The biggest question in late night is, of course, how long Colbert can keep beating Fallon—and how much it matters if it doesn’t. The same hyperfocus on Trump and politics that helped Late Show leap ahead could turn to Trump fatigue if audiences simply grow sick of hearing about the president’s misadventures. (There’s also the chance Trump could suddenly become boring, but … yeah, no, that’s not going to happen.) On the other hand, liberal anger at the Iraq War and the Bush administration’s stumbles remained fierce for years in the 2000s, so it’s also quite possible Trump rage could fuel Late Show ratings for years. Colbert and his team also aren’t dumb: Even now, regular viewers of the show can see Colbert pulling back ever so slightly on D.C. humor on the (few) days where the news doesn’t warrant it. Late Show has not turned into an hour-long version of Colbert Report. Remember, this is a man who managed to stay in character for nearly a decade. Colbert knows a thing or two about pacing himself.

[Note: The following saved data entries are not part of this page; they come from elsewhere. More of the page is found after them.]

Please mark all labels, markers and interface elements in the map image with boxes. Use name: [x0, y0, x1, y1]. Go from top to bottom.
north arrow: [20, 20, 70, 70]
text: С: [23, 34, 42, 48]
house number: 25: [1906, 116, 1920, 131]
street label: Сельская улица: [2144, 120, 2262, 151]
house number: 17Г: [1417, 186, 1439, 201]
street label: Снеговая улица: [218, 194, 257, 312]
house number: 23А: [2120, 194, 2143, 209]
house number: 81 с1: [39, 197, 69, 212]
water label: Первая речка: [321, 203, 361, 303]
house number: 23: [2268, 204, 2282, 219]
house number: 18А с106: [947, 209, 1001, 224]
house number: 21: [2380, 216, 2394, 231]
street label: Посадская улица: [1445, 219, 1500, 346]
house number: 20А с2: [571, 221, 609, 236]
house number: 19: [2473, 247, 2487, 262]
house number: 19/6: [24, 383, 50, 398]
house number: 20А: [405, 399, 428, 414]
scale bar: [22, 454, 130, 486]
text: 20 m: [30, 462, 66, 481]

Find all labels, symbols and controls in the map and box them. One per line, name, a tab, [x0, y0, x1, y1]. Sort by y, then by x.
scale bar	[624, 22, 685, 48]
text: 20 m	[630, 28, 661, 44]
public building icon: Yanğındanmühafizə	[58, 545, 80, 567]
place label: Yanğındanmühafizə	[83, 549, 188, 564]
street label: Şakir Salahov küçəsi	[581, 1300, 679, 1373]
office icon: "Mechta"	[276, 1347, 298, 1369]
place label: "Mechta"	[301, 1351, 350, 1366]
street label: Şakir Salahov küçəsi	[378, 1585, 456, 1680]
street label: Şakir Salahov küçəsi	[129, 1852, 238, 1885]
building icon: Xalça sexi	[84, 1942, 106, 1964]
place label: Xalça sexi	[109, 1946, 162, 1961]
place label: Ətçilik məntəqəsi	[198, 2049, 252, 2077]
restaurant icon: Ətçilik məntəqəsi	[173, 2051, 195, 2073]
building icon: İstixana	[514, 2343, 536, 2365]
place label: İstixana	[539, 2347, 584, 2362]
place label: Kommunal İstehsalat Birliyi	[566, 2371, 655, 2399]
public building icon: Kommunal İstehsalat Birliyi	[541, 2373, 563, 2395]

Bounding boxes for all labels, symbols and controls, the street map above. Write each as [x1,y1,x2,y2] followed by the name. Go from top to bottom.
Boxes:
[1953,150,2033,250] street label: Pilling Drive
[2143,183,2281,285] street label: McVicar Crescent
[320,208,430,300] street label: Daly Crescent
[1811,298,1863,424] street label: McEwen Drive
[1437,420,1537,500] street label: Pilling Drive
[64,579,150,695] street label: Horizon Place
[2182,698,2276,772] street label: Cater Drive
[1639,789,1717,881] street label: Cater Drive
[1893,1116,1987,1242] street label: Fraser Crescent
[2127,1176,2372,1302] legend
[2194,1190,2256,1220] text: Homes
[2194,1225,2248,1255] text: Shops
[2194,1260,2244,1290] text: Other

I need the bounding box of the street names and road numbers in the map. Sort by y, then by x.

But should the ratings race tighten again—not unlikely, given NBC’s overall strong prime-time performance of late—CBS execs are unlikely to panic. Even when Late Show was getting whooped in the ratings, Eye execs maintained the network was making more money than in past years because Colbert’s show is far cheaper to produce than Letterman’s decades-old show, which had a much bigger production budget (and because it was owned by Letterman, there was less financial upside for CBS). Plus, Colbert has clearly found his voice and connected to a core audience, two of the hardest things to accomplish in late night. Letterman’s Late Show was No. 2 for most of its run, but it lasted more than 20 years and went out in a blaze of glory. As long as Colbert keeps producing a show that’s relevant, well-reviewed, and doesn’t completely tank in the ratings, he stands a good chance of still being on CBS when Trump leaves the White House.